27 Jan 97
Bill Mitchell

[quoting Dalgarno, 27 Jan 97] Wouldn't most people agree that "ISD" taken as a whole in the form that we normally understand it, is in fact mutually exclusive with constructivism?

Mutual exclusivity only exists in the way we choose to think about things.

It seems to me that concentrating on the micro-definition of terms, and being more concerned with citation than issue, are two states of education which tend to separate our efforts; therefore, causing us to be weaker collectively than we are individually.

If each of us pursues our paradigm, keeping in mind that learning is the issue, and each of us refuses to spend time in the inefficient pursuit of attempting to discredit other rationales, then all of us will be more productive.

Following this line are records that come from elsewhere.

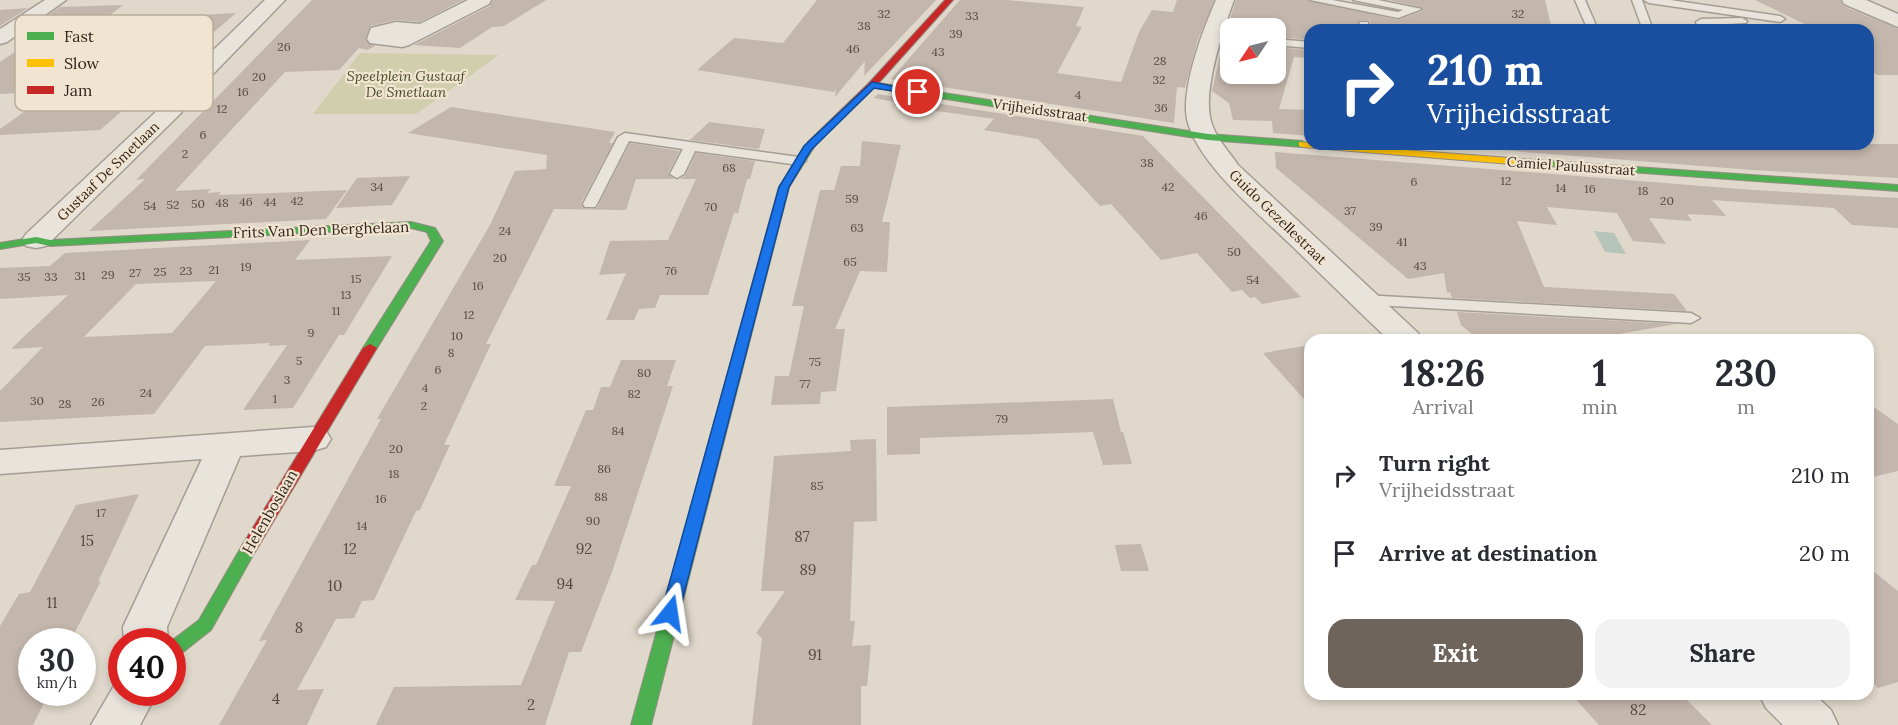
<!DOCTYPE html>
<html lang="en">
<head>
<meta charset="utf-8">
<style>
	body { margin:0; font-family:Lora,serif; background:#f2f2f3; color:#2b2b33; height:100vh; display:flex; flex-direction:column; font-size:22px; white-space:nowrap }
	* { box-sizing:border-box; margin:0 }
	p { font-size:20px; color:#7c7c81 }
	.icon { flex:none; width:33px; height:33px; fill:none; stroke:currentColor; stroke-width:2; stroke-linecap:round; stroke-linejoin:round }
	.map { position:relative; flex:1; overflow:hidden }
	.drawer { position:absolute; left:1304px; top:334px; width:570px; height:366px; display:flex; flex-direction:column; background:#fff; border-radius:18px; box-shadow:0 3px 9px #0003 }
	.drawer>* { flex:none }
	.guide { position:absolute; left:1304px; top:24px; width:570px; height:126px; border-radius:18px; box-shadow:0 3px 9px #0003; background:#1a4fa0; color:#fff; overflow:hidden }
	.needle { width:39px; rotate:235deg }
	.fabs { position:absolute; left:1220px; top:18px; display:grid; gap:12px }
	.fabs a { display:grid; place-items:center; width:66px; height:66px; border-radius:12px; background:#fff; box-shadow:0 3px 9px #0003; font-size:30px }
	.speed { position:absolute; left:18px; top:628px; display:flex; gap:12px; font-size:30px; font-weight:700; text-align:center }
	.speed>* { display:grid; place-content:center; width:78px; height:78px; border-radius:50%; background:#fff; box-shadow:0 3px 9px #0003; line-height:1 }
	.speed small { font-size:15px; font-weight:400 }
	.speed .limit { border:9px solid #d22; background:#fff; color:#111 }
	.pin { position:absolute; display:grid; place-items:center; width:51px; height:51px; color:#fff; margin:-26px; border:3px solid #fff; border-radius:50%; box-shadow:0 2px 6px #0007 }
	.me { position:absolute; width:66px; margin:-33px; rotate:15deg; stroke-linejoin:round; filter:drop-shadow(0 0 4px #0008) }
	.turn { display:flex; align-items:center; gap:21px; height:126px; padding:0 24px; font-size:27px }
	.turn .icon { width:78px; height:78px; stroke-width:2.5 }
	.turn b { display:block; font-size:42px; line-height:51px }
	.eta { display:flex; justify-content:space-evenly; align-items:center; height:102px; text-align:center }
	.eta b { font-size:36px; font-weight:800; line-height:42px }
	.primary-button { display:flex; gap:12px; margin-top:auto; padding:12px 24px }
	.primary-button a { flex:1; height:69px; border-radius:18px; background:#6f645b; color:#fff; font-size:24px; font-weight:800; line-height:69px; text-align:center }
	.primary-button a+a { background:#f2f2f3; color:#2b2b33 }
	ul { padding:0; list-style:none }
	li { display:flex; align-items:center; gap:18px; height:78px; padding:0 24px }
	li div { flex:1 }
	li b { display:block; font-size:22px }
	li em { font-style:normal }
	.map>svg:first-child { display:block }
</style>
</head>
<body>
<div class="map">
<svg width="1898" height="725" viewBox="0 0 1898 725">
	<rect width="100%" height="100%" fill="#e0d8cb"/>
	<path fill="#d1ceae" d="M360 53 499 55 416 114H313Z"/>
	<path fill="#b6c4ba" d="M1594 231 1614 233 1626 254 1605 252Z"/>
	<path fill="#c3b6ac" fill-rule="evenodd" d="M312 0H463L420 22 396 20 370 26 365 40 375 46 367 50 359 48 339 70 285 72 175 191 211 189 207 193 221 192 219 195 347 190 326 219 89 231 145 179 136 180Z
		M493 0H546L504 26 492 27 460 48 414 45 490 6Z
		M817 0H936L864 76 865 61 835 97 836 89 834 92 697 70 734 38 783 43Z
		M960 0H1007L1084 7 1076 26 1082 27 1057 73 1121 82 1139 32 1152 10 1173 12 1177 0H1214L1197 42 1185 88 1177 87 1174 123 891 79Z
		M1236 0H1308L1398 20 1423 11 1424 8 1389 0H1545L1552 30H1370V20H1360L1356 30H1310V40L1275 37V28H1230V32L1226 31Z
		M1755 0H1840L1843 6 1898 29V75H1878L1868 70V30H1817Z
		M123 5 104 20 236 13 100 130 0 135V129L53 91 0 94V62L35 38 15 39 60 7Z
		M28 8 0 26V10Z
		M1223 41 1230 42V74H1275V47L1310 50V58L1294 57 1279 109 1310 110V136L1273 133 1272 121 1233 120 1229 103 1212 91Z
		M878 94 1143 136 1301 297 1262 304 1255 297 1250 298 1242 290 1232 292 1197 253 1161 260 1111 204 1100 206 1038 139 984 130 994 119 894 105 895 102 874 98Z
		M451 107 615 132 609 143H613L581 203 585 209 597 208 630 143 680 151 668 173 674 179H636L626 210 554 209 486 344H491L444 445H450L420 510 416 511 374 600 362 601 354 618 336 619 297 690 324 689 307 725H219L267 640 259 641 381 419H377L490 225 515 171 546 169 547 155 408 133Z
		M709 122 765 129 759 149 690 140Z
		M862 141 901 145 882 222H890L887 272 860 271 835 329H845L836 391 821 392 820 404 771 405 775 376H789L804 306H792L820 190H834L841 166H860Z
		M1424 144H1898V178L1752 170Z
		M1275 152 1752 190 1898 198V228L1852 225 1834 208 1712 200 1726 216 1687 214 1692 221 1649 218 1666 244 1633 241 1617 213 1547 207 1557 225 1517 221 1544 287 1674 294 1687 311 1452 298 1450 292 1447 293 1444 273 1408 279 1276 168Z
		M696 153 755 161 750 179H747L738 213H734L708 295H660L655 308 639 309 634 320H606L626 273 599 275 610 241 668 240 696 179H680L686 175Z
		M410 176 392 205 336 208 357 178Z
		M310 240 295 260 392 256 344 335H339L293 408 243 410 287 345 268 346 270 343 205 346 154 414 0 422V391L43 347 11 349 68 295 0 299V268L50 266 65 253ZM216 281 172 333 84 337 136 284Z
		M1457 312 1676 324 1585 340H1479L1461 325Z
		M1310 345V406L1263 353Z
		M621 360H676L667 386H673L612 572 581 652H569L545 725H376L394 687 521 685 555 601 515 600 532 565H536L571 486H554L586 410H593L601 387H610Z
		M1113 399 1121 432H1123L1132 464 1103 465 1093 432 920 438V454L887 455V407Z
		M1868 403 1898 424V471L1868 478Z
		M876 439 877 521 854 522 850 621H855L852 646 871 645 867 686H861V725H752L762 638 756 633 785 591H761L774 456 851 451 850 440Z
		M139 494 98 582 101 581 70 642H32V693H49L33 725H0V626L19 594 30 592 76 505Z
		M1141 544 1149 571H1121L1115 545Z
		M1868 567 1898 591V682L1878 688 1868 679Z
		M1571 694H1681L1712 725H1599Z"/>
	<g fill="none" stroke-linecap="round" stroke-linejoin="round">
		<defs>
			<path id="lane" d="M1310 0H1332L1398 12 1403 10 1353 0H1378L1422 9 1398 18Z
				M1575 0H1585L1598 30H1588Z
				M1632 0H1642L1653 30H1643Z
				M1644 0H1670L1780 16 1785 19 1780 22 1649 3Z
				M1742 18 1747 21 1746 23 1707 25 1708 30H1698L1696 22 1701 19Z
				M1360 22H1368V30H1358Z
				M1212 32 1230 34V40L1208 37 1207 35Z
				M1275 39 1310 42V48L1275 45Z
				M625 133 799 157 806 161 799 165 695 151 684 174 677 178 670 174 683 149 629 141 597 204 595 207H585L583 204 618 137Z
				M1363 295 1691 313 1700 318 1691 323 1357 304 1355 300 1357 296Z"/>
			<path id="street" d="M45 0H66L7 42 0 44V29Z
				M265 0H285L183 105 184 108 181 113 46 246 36 248 26 246 22 240 26 234 161 107 163 99Z
				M468 0H491L489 4 409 45 402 47 370 43 367 39 371 28 396 22 420 24Z
				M1216 0H1234C1223 30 1204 86 1210 117 1213 135 1228 150 1238 165L1418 333 1423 340H1389C1356 309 1324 277 1291 245 1260 215 1196 162 1187 119 1181 88 1203 29 1216 0Z
				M1842 0H1866L1898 14V27L1844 4Z
				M313 427 326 431 331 439 326 447 313 451 240 456 167 627 168 642H124L123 627 202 459 0 474V450Z
				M122 678V693H157L140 725H91L118 679Z
				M1759 694H1814L1831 710 1838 725H1783L1766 708Z"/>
			<path id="fast" d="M872 82 1208 134 1302 141 1307 144 1302 147 1208 140 869 87V83Z
				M811 141 816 144 789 187 651 725H631L779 187 808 142Z
				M1549 161 1898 185V191L1545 166 1544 164Z
				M411 222 435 228 443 241 377 348 370 352 363 348 431 241 427 232 411 228 50 246 36 243 0 249V243L36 237 50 240Z
				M249 542 255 544 257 548 211 630 178 656 172 658V642H170L199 620 243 544Z"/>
			<path id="slow" d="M1299 142 1549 161 1554 164 1549 167 1302 147 1299 146Z"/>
			<path id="jam" d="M945 0H953L875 87 814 146H808V142L869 83Z
				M370 344 377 348 255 552 249 554 243 552 241 548 243 544 363 348Z"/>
		</defs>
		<use href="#lane" stroke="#a59d94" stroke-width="3"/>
		<use href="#street" stroke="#a59d94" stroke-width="3"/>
		<use href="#fast" stroke="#958d84" stroke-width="2"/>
		<use href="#slow" stroke="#958d84" stroke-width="2"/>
		<use href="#jam" stroke="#958d84" stroke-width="2"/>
		<use href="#lane" fill="#e8e4dc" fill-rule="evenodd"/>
		<use href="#street" fill="#e8e4dc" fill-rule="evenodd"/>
		<use href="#fast" fill="#4caf50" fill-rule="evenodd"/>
		<use href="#slow" fill="#ffc107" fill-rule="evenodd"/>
		<use href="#jam" fill="#c62828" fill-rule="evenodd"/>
	</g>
	<path fill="#1a73e8" stroke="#114b97" stroke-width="1.5" d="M872 82 922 92 918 95 874 88 811 150 789 187 679 613 677 618H664L661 613 779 187 804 146Z"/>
	<g text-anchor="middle" stroke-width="4.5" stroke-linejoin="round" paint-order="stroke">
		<g font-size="12" fill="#564a42">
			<text x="884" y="18">32</text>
			<text x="1518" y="18">32</text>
			<text x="972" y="20">33</text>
			<text x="864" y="30">38</text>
			<text x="956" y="38">39</text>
			<text x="284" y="51">26</text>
			<text x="853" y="53">46</text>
			<text x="938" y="56">43</text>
			<text x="1160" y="65">28</text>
			<text x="259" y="81">20</text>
			<text x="1159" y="84">32</text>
			<text x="243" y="96">16</text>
			<text x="1078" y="99">4</text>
			<text x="1161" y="112">36</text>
			<text x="222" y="113">12</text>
			<text x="203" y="139">6</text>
			<text x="185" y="158">2</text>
			<text x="1147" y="167">38</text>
			<text x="729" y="172">68</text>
			<text x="1506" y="185">12</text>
			<text x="1414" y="186">6</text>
			<text x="377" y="191">34</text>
			<text x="1168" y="191">42</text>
			<text x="1561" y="192">14</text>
			<text x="1590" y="193">16</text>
			<text x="1643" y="195">18</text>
			<text x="852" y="203">59</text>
			<text x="297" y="205">42</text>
			<text x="1667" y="205">20</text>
			<text x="246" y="206">46</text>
			<text x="270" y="206">44</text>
			<text x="222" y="207">48</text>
			<text x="198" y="208">50</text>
			<text x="173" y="209">52</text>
			<text x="150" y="210">54</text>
			<text x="711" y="211">70</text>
			<text x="1350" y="215">37</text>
			<text x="1201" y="220">46</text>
			<text x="1376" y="231">39</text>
			<text x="857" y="232">63</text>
			<text x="505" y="235">24</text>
			<text x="1402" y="246">41</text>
			<text x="1234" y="256">50</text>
			<text x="500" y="262">20</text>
			<text x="850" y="266">65</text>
			<text x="1420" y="270">43</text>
			<text x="246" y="271">19</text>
			<text x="214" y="274">21</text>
			<text x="186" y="275">23</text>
			<text x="671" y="275">76</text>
			<text x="160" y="276">25</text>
			<text x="135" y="277">27</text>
			<text x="108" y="279">29</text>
			<text x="80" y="280">31</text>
			<text x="24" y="281">35</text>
			<text x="51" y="281">33</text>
			<text x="356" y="283">15</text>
			<text x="1253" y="284">54</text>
			<text x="478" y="290">16</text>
			<text x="346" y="299">13</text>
			<text x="336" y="315">11</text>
			<text x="469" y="319">12</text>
			<text x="311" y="337">9</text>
			<text x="457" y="340">10</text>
			<text x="451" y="357">8</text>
			<text x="299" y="365">5</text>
			<text x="815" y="366">75</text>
			<text x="438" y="374">6</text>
			<text x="644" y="377">80</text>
			<text x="287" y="384">3</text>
			<text x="805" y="388">77</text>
			<text x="425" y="392">4</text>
			<text x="146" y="397">24</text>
			<text x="634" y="398">82</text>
			<text x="275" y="403">1</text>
			<text x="37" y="405">30</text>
			<text x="98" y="406">26</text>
			<text x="65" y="408">28</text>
			<text x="424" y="410">2</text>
			<text x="1002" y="423">79</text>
			<text x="618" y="435">84</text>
			<text x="396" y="453">20</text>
			<text x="604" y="473">86</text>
			<text x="394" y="478">18</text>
			<text x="817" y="490">85</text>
			<text x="601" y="501">88</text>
			<text x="381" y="503">16</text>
			<text x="101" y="517">17</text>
			<text x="593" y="525">90</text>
			<text x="362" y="530">14</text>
		</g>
		<g font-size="14" font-style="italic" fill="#464d26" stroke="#f1e5d1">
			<text x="406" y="81">Speelplein Gustaaf<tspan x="406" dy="16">De Smetlaan</tspan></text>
		</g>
		<g font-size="14" fill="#32261e" stroke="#f1e5d1">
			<text transform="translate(1040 110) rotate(8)" y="5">Vrijheidsstraat</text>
			<text transform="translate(1571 166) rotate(4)" y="5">Camiel Paulusstraat</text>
			<text transform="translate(108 171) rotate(-44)" y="5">Gustaaf De Smetlaan</text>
			<text transform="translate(1278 217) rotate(44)" y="5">Guido Gezellestraat</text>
		</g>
		<g font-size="15" fill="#32261e" stroke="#f1e5d1">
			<text transform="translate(321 230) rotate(-2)" y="5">Frits Van Den Berghelaan</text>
			<text transform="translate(270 512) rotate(-60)" y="5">Helenboslaan</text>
		</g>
		<g font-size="15" fill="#564a42">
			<text x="802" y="542">87</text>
			<text x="87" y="546">15</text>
			<text x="350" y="554">12</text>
			<text x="584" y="554">92</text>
			<text x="808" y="575">89</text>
			<text x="565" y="589">94</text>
			<text x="335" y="591">10</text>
			<text x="52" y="608">11</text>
			<text x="299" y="633">8</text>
			<text x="815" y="660">91</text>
			<text x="276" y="704">4</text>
			<text x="531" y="710">2</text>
			<text x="1638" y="715">82</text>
		</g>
	</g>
	<rect x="15" y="15" width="198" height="96" rx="9" fill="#f1e5d1" stroke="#b8ac9b" stroke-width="1.5"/>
	<rect x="27" y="32" width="27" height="8" fill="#4caf50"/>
	<rect x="27" y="59" width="27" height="8" fill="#ffc107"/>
	<rect x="27" y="86" width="27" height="8" fill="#c62828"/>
	<g font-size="16" fill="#32261e">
		<text x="64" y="42">Fast</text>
		<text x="64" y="69">Slow</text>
		<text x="64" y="96">Jam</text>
	</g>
</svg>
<div class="fabs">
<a><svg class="needle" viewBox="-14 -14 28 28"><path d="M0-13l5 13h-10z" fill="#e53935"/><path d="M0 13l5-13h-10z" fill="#7c7c81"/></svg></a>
</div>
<div class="speed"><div>30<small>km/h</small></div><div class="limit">40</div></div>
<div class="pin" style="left:918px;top:92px;background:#d93025"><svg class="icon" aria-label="arrive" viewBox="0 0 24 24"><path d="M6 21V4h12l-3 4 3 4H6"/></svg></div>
<svg class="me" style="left:670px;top:613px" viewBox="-20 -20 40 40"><path d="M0-17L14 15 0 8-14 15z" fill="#1a73e8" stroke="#fff" stroke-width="4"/></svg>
<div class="guide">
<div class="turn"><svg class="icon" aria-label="right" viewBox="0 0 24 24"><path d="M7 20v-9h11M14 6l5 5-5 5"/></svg><div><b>210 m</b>Vrijheidsstraat</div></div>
</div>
<section class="drawer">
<div class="eta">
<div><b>18:26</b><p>Arrival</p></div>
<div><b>1</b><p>min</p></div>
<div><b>230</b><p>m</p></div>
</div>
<ul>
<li><svg class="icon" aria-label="right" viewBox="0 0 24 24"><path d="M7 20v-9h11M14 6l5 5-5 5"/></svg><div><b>Turn right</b><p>Vrijheidsstraat</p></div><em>210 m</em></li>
<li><svg class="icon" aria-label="arrive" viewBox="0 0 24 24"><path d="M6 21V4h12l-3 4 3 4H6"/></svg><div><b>Arrive at destination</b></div><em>20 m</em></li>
</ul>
<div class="primary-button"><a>Exit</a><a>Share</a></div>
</section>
</div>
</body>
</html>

I don't think for a minute that anyone believes that there is one "right" way to instruct, teach, and learn. I also don't think that anyone believes that a learner can or will on her own accord (without help, structure, resources, or limits), invent an individual learning paradigm which will be useful throughout all of their life.

So, it seems, a way to go with what has been cast as two views in opposition is simply to accept the faults of vision of each direction. The question is "What do the rationales have in common?" rather than "Who did what, when, under what name?"

Middle schoolers spend a lot of time with: "It did not," "It did so." We need to move on.